Mucositis - Diagnosing mucositis
- Introduction
- Symptoms of mucositis
- Causes of mucositis
- Diagnosing mucositis
- Treating mucositis
- Complications of mucositis
- Preventing mucositis
Mucositis can usually be diagnosed with a description of your symptoms and after a physical examination.
Oral mucositis
If you're receiving high-dose chemotherapy or radiotherapy, it's likely that you will receive regular (weekly) assessments for mucositis until the risk of developing the condition has passed.
To confirm a diagnosis of oral mucositis, an assessment is made by:
- examining your mouth
- asking about any symptoms of pain you have
- checking you are still able to eat and drink properly
Healthcare professionals use a grading system to determine how serious the symptoms of oral mucositis are. There are several different grading systems available.
The World Health Organization (WHO) uses the grading system described below:
- grade one: you're experiencing symptoms of soreness, but there are no ulcers in your mouth
- grade two: you have ulcers in your mouth, but are still able to eat solid food
- grade three: you're no longer able to eat solid food, but can still swallow liquids
- grade four: you're unable to swallow solid foods or liquid
Cases of grade one or two mucositis can usually be treated at home. Cases of grade three and four mucositis usually require admission to hospital so you can be given nutritional support and your general health can be carefully monitored.

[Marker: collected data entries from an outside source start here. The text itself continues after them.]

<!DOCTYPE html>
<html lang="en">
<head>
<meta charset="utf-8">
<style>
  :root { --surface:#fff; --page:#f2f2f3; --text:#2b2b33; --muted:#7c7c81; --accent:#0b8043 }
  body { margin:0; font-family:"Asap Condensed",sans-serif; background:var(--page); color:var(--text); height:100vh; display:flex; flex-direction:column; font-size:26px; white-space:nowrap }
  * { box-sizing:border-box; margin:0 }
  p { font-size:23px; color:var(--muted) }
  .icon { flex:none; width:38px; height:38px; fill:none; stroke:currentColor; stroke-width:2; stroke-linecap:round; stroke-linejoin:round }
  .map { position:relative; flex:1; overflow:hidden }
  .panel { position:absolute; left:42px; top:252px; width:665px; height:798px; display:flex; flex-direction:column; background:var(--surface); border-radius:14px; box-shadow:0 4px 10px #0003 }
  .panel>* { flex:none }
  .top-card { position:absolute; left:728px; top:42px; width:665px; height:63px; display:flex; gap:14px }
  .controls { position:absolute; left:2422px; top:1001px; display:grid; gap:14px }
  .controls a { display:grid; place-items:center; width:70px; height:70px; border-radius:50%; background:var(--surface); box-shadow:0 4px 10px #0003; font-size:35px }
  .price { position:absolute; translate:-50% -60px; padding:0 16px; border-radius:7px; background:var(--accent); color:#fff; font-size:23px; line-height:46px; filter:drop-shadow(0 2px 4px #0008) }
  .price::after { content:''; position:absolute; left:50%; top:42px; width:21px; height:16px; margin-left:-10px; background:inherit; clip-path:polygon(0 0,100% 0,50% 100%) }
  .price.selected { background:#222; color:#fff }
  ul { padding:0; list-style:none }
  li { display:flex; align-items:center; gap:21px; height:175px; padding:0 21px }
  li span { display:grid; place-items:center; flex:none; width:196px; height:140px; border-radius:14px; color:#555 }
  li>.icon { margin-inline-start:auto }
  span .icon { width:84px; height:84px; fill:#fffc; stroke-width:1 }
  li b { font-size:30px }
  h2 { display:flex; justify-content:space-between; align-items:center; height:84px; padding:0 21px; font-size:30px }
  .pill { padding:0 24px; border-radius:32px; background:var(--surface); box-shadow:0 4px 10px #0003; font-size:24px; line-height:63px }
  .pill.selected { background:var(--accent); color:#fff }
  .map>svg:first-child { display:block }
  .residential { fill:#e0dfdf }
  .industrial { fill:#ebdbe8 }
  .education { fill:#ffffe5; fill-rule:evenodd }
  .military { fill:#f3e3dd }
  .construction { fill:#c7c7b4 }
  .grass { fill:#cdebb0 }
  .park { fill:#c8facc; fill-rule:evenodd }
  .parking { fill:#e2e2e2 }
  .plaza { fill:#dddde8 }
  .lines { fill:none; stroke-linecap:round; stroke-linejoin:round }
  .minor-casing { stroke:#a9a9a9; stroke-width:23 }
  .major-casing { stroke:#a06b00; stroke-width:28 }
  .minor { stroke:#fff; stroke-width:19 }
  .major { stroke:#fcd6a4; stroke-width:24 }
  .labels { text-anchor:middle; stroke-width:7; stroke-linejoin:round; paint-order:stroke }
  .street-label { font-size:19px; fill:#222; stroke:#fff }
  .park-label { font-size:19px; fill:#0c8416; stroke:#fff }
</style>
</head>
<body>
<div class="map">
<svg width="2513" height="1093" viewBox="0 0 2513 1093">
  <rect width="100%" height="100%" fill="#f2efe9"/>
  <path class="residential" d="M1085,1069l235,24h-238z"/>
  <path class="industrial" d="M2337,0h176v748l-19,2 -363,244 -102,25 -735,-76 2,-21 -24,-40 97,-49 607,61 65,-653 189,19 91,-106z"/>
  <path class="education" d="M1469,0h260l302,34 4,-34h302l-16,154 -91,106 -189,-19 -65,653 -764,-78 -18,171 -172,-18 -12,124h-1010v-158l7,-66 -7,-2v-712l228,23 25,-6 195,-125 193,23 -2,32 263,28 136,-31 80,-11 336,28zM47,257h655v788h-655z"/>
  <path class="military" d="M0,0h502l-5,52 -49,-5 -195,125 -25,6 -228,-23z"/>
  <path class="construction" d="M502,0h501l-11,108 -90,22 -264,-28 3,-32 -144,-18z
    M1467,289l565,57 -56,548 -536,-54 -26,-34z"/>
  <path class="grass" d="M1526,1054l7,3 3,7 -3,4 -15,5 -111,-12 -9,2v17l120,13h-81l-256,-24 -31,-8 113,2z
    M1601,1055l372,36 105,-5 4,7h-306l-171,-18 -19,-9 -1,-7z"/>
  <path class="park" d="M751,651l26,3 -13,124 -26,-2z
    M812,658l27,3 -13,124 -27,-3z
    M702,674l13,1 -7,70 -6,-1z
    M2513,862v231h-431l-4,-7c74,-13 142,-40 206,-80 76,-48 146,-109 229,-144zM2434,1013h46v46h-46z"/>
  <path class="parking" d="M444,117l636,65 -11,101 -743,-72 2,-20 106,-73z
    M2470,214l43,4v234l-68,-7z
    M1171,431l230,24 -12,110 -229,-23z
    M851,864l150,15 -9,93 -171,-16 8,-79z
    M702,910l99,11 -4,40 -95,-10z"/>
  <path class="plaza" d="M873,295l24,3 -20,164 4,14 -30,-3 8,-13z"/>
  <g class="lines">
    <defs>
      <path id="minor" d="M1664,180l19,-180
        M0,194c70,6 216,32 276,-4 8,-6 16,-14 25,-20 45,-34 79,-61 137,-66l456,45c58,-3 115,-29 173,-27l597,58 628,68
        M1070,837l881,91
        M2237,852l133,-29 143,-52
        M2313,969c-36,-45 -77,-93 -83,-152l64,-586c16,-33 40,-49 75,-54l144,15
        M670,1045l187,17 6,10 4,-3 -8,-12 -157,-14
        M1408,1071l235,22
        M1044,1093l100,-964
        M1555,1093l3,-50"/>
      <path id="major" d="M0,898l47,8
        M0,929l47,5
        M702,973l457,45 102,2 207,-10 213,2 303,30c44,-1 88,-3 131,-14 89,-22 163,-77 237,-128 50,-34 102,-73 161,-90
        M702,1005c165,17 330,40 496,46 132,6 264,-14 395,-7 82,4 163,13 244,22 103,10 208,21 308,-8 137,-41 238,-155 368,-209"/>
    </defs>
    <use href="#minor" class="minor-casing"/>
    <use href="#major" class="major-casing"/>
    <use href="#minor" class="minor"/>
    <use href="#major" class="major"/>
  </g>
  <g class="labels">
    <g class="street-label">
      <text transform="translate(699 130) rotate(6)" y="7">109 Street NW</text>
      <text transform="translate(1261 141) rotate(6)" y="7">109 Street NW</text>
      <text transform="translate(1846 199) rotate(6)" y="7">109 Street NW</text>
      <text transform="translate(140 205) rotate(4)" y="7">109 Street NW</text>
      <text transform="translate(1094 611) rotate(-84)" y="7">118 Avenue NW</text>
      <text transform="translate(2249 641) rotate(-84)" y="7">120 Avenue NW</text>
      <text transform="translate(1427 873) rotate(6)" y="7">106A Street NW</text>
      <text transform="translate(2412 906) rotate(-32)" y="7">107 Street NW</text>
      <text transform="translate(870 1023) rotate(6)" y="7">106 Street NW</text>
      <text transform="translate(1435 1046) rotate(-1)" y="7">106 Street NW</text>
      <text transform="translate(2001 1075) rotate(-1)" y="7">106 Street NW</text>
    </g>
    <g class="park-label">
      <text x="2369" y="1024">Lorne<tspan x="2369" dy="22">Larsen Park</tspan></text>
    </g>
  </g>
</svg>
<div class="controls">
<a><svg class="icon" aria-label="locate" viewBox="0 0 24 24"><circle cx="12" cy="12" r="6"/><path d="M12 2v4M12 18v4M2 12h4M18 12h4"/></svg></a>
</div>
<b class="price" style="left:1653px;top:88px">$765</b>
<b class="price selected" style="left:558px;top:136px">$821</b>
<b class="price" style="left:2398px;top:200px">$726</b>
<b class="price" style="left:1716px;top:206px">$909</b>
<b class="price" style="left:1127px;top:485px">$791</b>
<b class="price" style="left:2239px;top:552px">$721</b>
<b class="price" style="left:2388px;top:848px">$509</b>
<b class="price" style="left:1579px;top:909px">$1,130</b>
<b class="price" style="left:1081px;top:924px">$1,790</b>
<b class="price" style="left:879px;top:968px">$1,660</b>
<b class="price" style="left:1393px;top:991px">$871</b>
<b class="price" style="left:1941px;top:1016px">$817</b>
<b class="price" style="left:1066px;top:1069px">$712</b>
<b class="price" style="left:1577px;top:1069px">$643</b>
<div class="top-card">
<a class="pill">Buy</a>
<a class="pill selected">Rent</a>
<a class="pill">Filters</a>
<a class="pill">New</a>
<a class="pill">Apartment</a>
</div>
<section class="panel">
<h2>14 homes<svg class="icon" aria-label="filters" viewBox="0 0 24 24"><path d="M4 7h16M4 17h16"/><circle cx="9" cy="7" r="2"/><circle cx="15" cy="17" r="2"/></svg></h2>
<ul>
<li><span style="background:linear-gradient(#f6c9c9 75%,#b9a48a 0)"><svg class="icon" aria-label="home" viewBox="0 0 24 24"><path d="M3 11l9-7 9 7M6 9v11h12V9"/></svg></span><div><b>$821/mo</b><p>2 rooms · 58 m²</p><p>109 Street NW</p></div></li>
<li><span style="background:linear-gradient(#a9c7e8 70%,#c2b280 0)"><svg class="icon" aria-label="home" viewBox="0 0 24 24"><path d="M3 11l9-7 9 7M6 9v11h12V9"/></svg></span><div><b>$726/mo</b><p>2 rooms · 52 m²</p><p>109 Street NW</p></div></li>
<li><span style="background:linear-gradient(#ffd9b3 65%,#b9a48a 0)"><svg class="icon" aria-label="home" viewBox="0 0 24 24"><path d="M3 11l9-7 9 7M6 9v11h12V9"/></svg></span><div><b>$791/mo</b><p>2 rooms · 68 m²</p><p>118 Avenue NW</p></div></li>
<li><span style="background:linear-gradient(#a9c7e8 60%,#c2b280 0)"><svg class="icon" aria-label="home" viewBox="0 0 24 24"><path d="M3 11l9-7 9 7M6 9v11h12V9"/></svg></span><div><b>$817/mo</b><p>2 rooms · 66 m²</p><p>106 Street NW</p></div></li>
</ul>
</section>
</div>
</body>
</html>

Read more about treating mucositis.
Gastrointestinal mucositis
A diagnosis of gastrointestinal mucositis can usually be made by asking you about your symptoms.
In rare cases, further testing may be required if it's thought that a serious complication has occurred.
For example, a bowel obstruction (blockage) or a perforated (burst) intestine may be diagnosed using a computerised tomography (CT) scan. This is where multiple X-rays are taken at slightly different angles and put together by a computer to create a detailed image of the inside of your body.